Trinta anos depois, O Cafezinho revela os relatos da Assessoria de Segurança e Informação da Companhia Siderúrgica Nacional (ASI-CSN- áreas de espionagem implantadas no interior dos órgãos públicos) da ditadura, durante a greve e a invasão, pelo Exército, em 1988,  da companhia – na época uma estatal classificada como área de segurança nacional. A ação dos militares resultou na morte de  três operários: William Fernandes Leite, 23 anos, morto com um tiro na nuca; Valmir Freitas Monteiro, 27, baleado com um tiro no peito; e Carlos Alberto Barroso, 19, com o crânio esmagado a coronhadas de fuzil.

Um informe (nº 0776/88), produzido pela ASI-CSN e endereçado à Divisão de Segurança e Informação do Ministério da Indústria e do Comércio, datado de 9 de novembro de 1988,  localizado no Arquivo Nacional, descreve, do ponto de vista da repressão, os fatos ocorridos na data,  durante a invasão das dependências da CSN.

Em 9 de novembro daquele ano, a Constituição Federal tinha apenas um mês e quatro dias de nascida.

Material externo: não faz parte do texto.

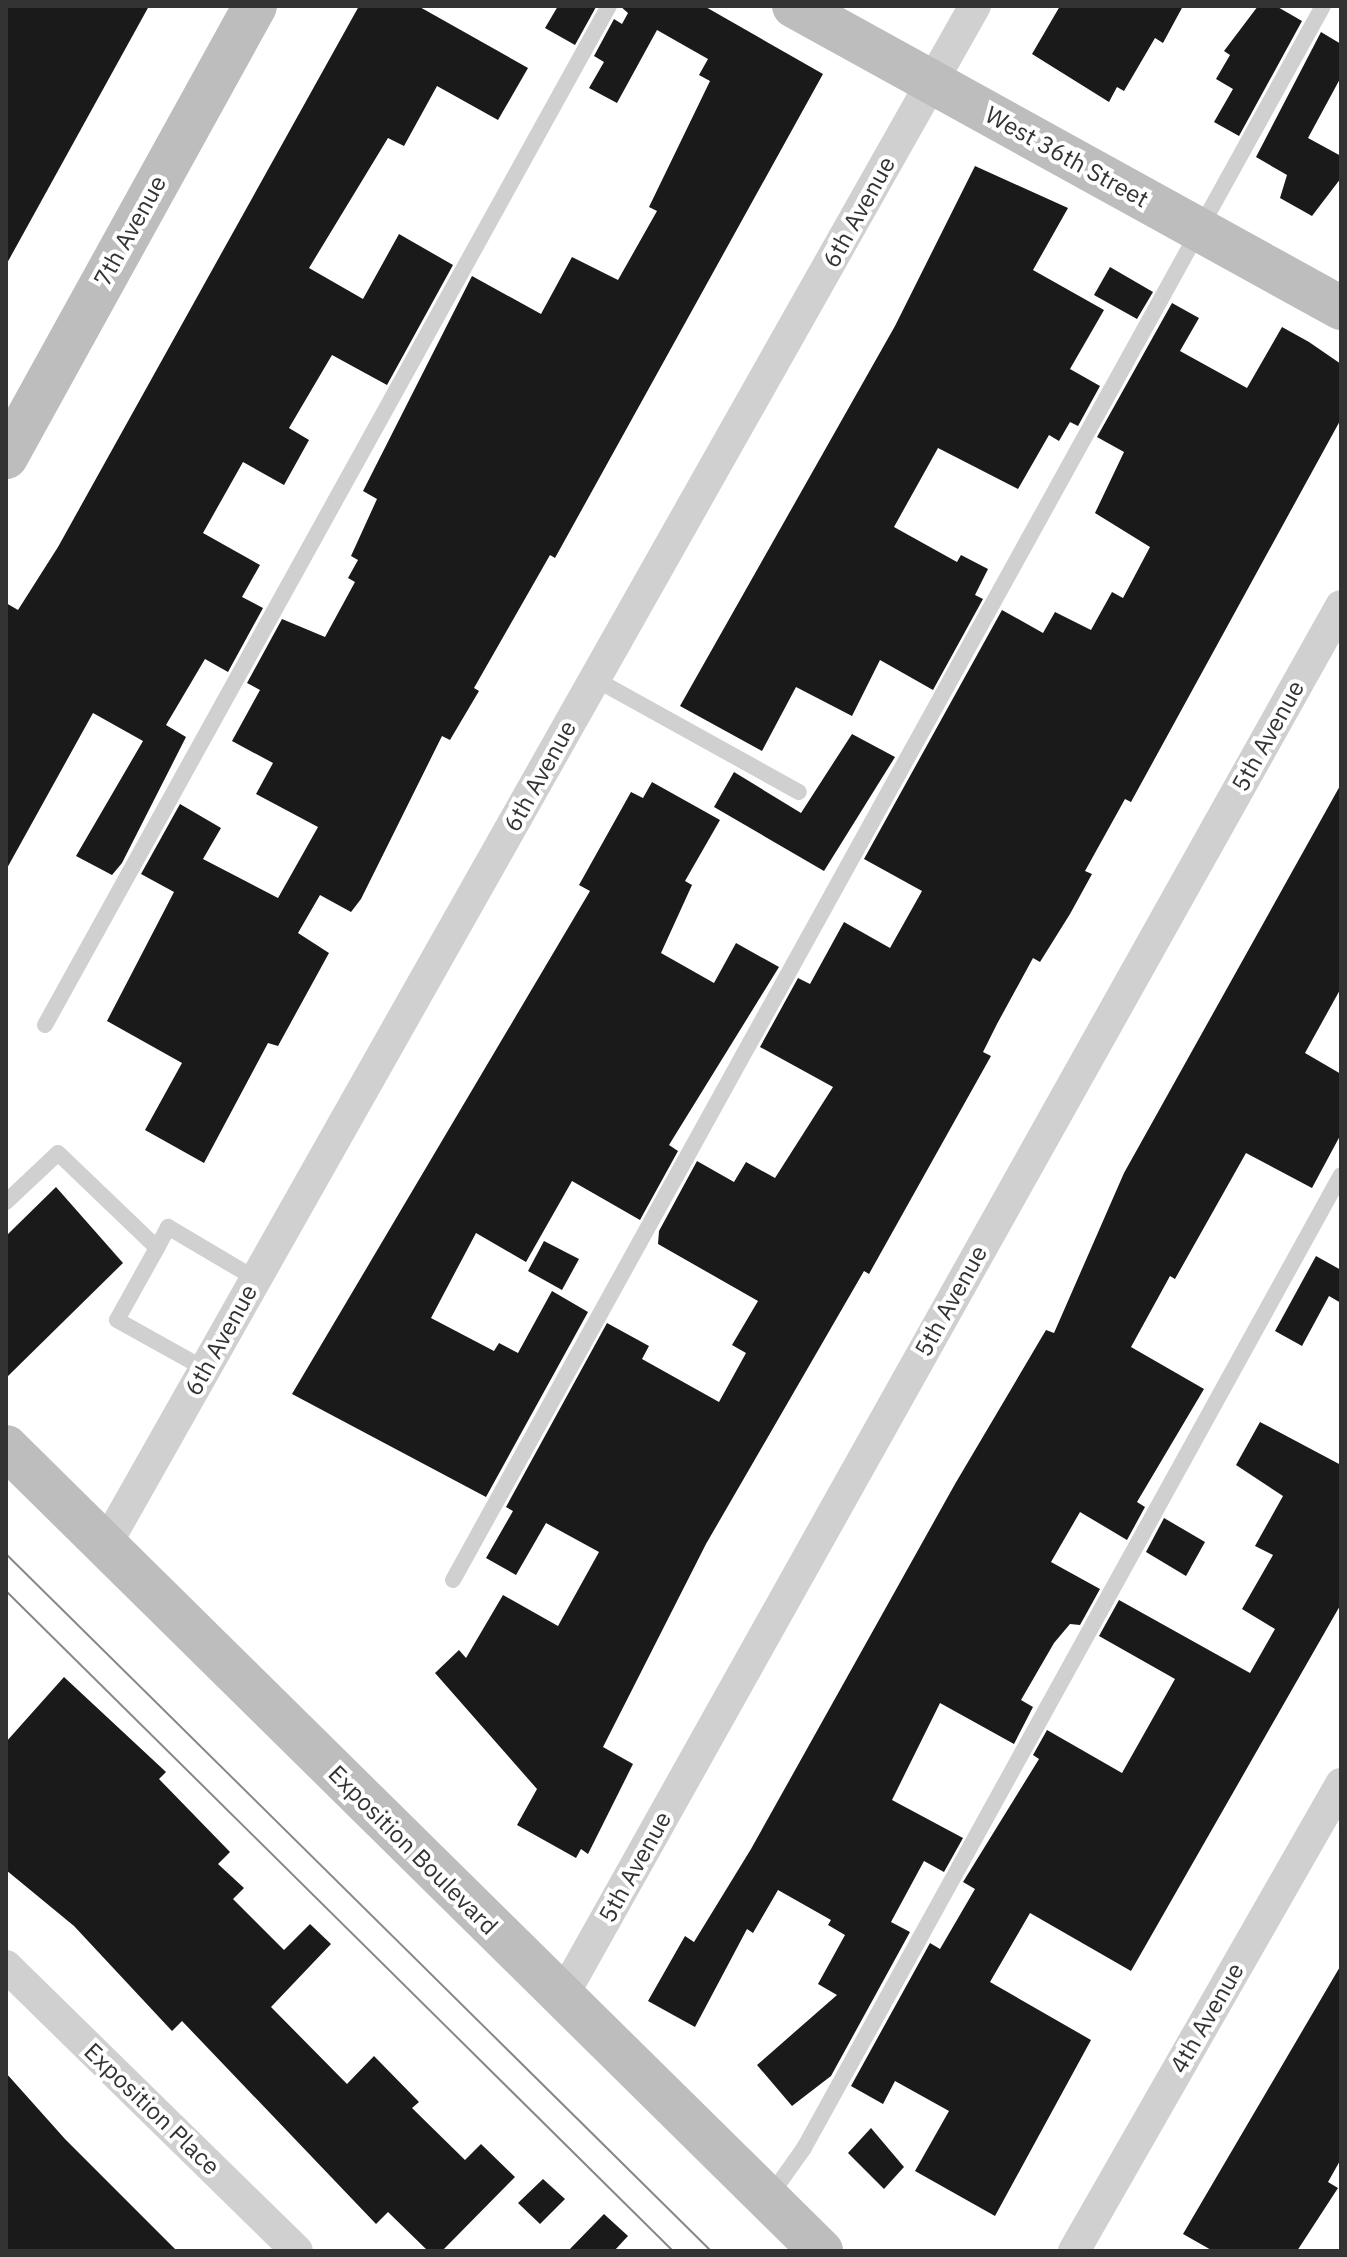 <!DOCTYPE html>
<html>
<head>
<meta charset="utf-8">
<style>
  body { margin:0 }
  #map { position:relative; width:1347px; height:2257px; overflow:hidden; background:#fff; font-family:"IBM Plex Sans",sans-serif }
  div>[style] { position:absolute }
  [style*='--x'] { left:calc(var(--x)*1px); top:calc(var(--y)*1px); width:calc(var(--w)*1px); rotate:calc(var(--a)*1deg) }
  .building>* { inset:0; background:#1a1a1a }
  .lane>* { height:16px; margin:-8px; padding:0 8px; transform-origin:8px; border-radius:8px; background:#d0d0d0 }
  .street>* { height:32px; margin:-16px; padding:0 16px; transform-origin:16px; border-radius:16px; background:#d0d0d0 }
  .secondary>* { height:44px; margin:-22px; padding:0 22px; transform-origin:22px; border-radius:22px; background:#bdbdbd }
  .tram>* { height:2px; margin:-1px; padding:0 1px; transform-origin:1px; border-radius:1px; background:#888 }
  span { translate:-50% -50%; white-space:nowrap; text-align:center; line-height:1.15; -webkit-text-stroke:8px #fff; paint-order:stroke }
  .street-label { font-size:24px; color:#333 }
  .frame { position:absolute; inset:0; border:8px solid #333; pointer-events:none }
</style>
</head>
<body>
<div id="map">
  <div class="building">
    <div style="clip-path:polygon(6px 6px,149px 6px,6px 265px)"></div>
    <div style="clip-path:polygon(359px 6px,418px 6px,528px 68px,498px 120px,437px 86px,404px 146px,388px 138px,309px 268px,363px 299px,399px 234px,453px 265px,387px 385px,332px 355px,289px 428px,309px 440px,284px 485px,243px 462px,203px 533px,260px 565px,242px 597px,263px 608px,228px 672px,205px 659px,166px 725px,186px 737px,122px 863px,112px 875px,76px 856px,143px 741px,93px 713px,6px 870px,6px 603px,18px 610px,58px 547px)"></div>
    <div style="clip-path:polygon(558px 6px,596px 7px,575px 45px,545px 28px)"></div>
    <div style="clip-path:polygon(620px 6px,704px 6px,823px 74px,555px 558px,550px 555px,474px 688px,479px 691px,450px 740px,442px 736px,361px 899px,351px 912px,320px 895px,298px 933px,329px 953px,278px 1046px,268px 1043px,204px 1163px,145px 1130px,182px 1063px,107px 1021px,174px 892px,141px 874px,180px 804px,221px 828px,203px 859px,278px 898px,318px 827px,256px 794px,273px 763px,232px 741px,260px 690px,247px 683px,282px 619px,325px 637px,355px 582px,348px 578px,358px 560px,351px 556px,377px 499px,363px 491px,472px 276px,541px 314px,572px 257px,618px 280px,657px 211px,649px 207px,710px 81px,699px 75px,708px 59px,657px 30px,617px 103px,589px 88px,604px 62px,594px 56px,614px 19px,622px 24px,628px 13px)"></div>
    <div style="clip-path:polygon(1060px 6px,1183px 6px,1163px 43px,1155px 38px,1124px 91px,1117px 87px,1109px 102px,1032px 54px)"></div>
    <div style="clip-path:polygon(1258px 6px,1276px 6px,1302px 21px,1239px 136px,1214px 122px,1233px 89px,1216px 79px,1230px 55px,1224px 51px)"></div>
    <div style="clip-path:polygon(1321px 32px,1341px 44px,1341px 77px,1308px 138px,1341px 156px,1341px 178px,1312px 216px,1280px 198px,1287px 175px,1256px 157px)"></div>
    <div style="clip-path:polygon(975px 166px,1068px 208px,1033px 270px,1104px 310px,1070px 369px,1100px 386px,1078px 426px,1070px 422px,1059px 441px,1049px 435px,1018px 489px,938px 448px,894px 527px,957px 562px,961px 555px,988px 569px,975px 595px,983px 599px,933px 690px,880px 660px,852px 716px,796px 687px,762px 751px,680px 706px,895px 326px)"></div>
    <div style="clip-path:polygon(1110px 267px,1153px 292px,1137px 319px,1094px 295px)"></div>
    <div style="clip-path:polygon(1172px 303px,1199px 318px,1180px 351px,1247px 388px,1282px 327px,1309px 342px,1341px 364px,1341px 419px,1131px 802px,1125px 799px,1085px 871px,1092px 874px,1070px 914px,1040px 962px,1033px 958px,997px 1024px,983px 1052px,991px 1056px,869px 1274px,864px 1271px,706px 1544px,603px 1747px,633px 1764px,588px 1854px,581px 1849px,576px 1858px,517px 1825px,537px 1789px,435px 1673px,459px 1650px,466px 1658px,503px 1595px,558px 1626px,599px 1552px,546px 1523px,516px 1575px,486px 1558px,513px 1511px,506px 1507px,607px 1323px,649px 1346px,642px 1359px,719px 1402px,746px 1353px,732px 1345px,758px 1301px,658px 1244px,659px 1231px,697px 1161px,734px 1182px,746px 1162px,775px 1178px,833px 1087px,760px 1047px,798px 978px,810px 984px,844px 922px,890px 948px,922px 891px,864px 859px,1002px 610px,1043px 633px,1055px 612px,1091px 630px,1112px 592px,1123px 598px,1150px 547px,1095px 513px,1124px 452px,1097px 437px)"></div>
    <div style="clip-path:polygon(852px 734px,895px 757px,824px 871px,714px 807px,734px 772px,801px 813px)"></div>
    <div style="clip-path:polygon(652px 782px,720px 820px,685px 881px,692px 885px,661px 953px,714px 983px,736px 943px,779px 967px,669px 1145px,678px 1151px,640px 1220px,572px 1181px,526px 1262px,476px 1233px,431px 1318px,494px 1351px,499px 1343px,518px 1353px,552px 1291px,588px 1312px,486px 1497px,292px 1394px,590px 891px,579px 885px,631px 792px,643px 798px)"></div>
    <div style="clip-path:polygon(1341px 784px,1341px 988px,1305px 1053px,1341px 1074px,1341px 1134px,1312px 1188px,1246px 1153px,1175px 1279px,1170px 1276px,1131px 1347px,1204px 1389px,1137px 1502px,1145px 1507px,1127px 1540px,1080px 1512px,1051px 1562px,1100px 1589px,1080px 1625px,1070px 1624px,1054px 1643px,1021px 1700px,1033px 1707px,1014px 1744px,940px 1703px,892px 1800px,963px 1838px,944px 1872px,924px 1861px,891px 1922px,910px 1932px,831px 2076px,792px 2106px,757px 2065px,837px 1995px,818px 1984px,845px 1935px,828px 1925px,831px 1920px,778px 1890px,753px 1933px,747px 1929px,695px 2027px,648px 2001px,685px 1936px,694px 1942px,751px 1849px,955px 1484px,1046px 1330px,1054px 1333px,1124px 1173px)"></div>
    <div style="clip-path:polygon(56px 1187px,123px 1263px,6px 1378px,6px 1236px)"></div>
    <div style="clip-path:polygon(544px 1241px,579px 1259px,562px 1290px,528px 1271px)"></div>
    <div style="clip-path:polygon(1316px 1256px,1341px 1270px,1341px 1303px,1329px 1296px,1302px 1346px,1275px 1331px)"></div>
    <div style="clip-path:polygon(1260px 1422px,1341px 1465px,1341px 1604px,1131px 1971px,1030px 1913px,990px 1982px,1091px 2040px,995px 2216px,915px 2171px,949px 2111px,895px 2081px,883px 2104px,851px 2086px,930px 1943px,940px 1949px,975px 1889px,963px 1882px,1039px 1759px,1033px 1755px,1047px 1730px,1122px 1773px,1175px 1679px,1099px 1636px,1119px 1600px,1250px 1673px,1275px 1629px,1242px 1609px,1273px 1555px,1255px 1546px,1283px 1496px,1236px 1465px)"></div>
    <div style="clip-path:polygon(1164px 1518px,1205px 1542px,1186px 1576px,1146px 1552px)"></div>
    <div style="clip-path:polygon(64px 1677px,166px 1772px,159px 1779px,230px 1852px,218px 1864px,244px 1888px,233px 1899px,284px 1950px,310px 1924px,331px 1944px,271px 2007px,347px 2084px,374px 2056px,419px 2102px,412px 2108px,465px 2160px,481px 2144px,515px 2177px,442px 2251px,428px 2251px,388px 2212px,376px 2224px,182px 2021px,172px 2031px,74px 1926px,6px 1870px,6px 1742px)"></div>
    <div style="clip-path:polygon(1341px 1965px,1341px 2159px,1328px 2182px,1338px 2188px,1297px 2251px,1213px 2251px,1183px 2234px)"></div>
    <div style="clip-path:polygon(6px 2073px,65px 2139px,177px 2251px,6px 2251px)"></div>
    <div style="clip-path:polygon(871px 2128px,904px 2167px,884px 2189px,848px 2153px)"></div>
    <div style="clip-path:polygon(543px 2179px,565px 2199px,540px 2224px,518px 2203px)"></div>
    <div style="clip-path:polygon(604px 2214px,628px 2236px,614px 2251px,568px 2251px)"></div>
  </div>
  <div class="lane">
    <div style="--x:595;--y:679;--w:233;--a:29"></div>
    <div style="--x:45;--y:1025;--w:1165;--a:-61.04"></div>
    <div style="--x:6;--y:1202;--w:71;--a:-43.3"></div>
    <div style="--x:58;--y:1153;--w:137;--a:43.8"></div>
    <div style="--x:157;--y:1248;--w:24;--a:-62"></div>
    <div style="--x:168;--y:1227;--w:102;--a:30.6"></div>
    <div style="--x:157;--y:1248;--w:82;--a:119.1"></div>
    <div style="--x:117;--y:1320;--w:101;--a:29.1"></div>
    <div style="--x:453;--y:1580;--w:1798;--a:-61.07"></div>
    <div style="--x:770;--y:2196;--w:59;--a:-54.7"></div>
    <div style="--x:804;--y:2148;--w:1111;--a:-61.11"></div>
  </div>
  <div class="street">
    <div style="--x:105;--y:1546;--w:1769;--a:-60.54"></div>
    <div style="--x:6;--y:1966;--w:407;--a:44.4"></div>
    <div style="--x:562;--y:1997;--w:1594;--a:-60.75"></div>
    <div style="--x:1074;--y:2251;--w:538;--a:-60.24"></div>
  </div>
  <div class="secondary">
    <div style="--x:794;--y:6;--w:625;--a:28.9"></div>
    <div style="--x:6;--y:457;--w:515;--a:-61.1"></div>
    <div style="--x:6;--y:1447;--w:1145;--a:44.61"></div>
  </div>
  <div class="tram">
    <div style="--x:6;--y:1554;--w:991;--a:44.67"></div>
    <div style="--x:6;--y:1591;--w:938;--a:44.7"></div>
  </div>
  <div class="street-label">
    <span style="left:1067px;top:157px;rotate:29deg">West 36th Street</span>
    <span style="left:859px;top:212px;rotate:-61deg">6th Avenue</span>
    <span style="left:130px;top:231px;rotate:-61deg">7th Avenue</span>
    <span style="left:1268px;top:736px;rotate:-61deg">5th Avenue</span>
    <span style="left:540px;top:776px;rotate:-61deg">6th Avenue</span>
    <span style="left:951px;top:1301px;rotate:-61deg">5th Avenue</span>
    <span style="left:221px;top:1340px;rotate:-61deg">6th Avenue</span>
    <span style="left:413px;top:1850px;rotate:45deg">Exposition Boulevard</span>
    <span style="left:635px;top:1867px;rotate:-61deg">5th Avenue</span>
    <span style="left:1207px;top:2018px;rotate:-60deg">4th Avenue</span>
    <span style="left:152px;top:2109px;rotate:44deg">Exposition Place</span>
  </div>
  <div class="frame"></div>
</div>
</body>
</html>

Promulgada no dia 5 de outubro, continha em seu artigo 9º as novas regras sobre o direito de greve, que passou a ser admitido de forma ampla, para os trabalhadores em geral, sendo proibida apenas aos militares. Valia também para o serviço público, desde que não fossem suspensos os “serviços e atividades essenciais”, com restrições consistentes “no atendimento das necessidades inadiáveis da população”.

Em meio a uma inflação que bateu a casa de 21,91% no mês de junho, e no acumulado do ano chegou a atingir 554,19%, os metalúrgicos da Companhia Siderúrgica Nacional sentiram-se estimulados a fazer alguns ajustes com a direção, relativos a perdas salariais, motivo de uma ação movida em junho.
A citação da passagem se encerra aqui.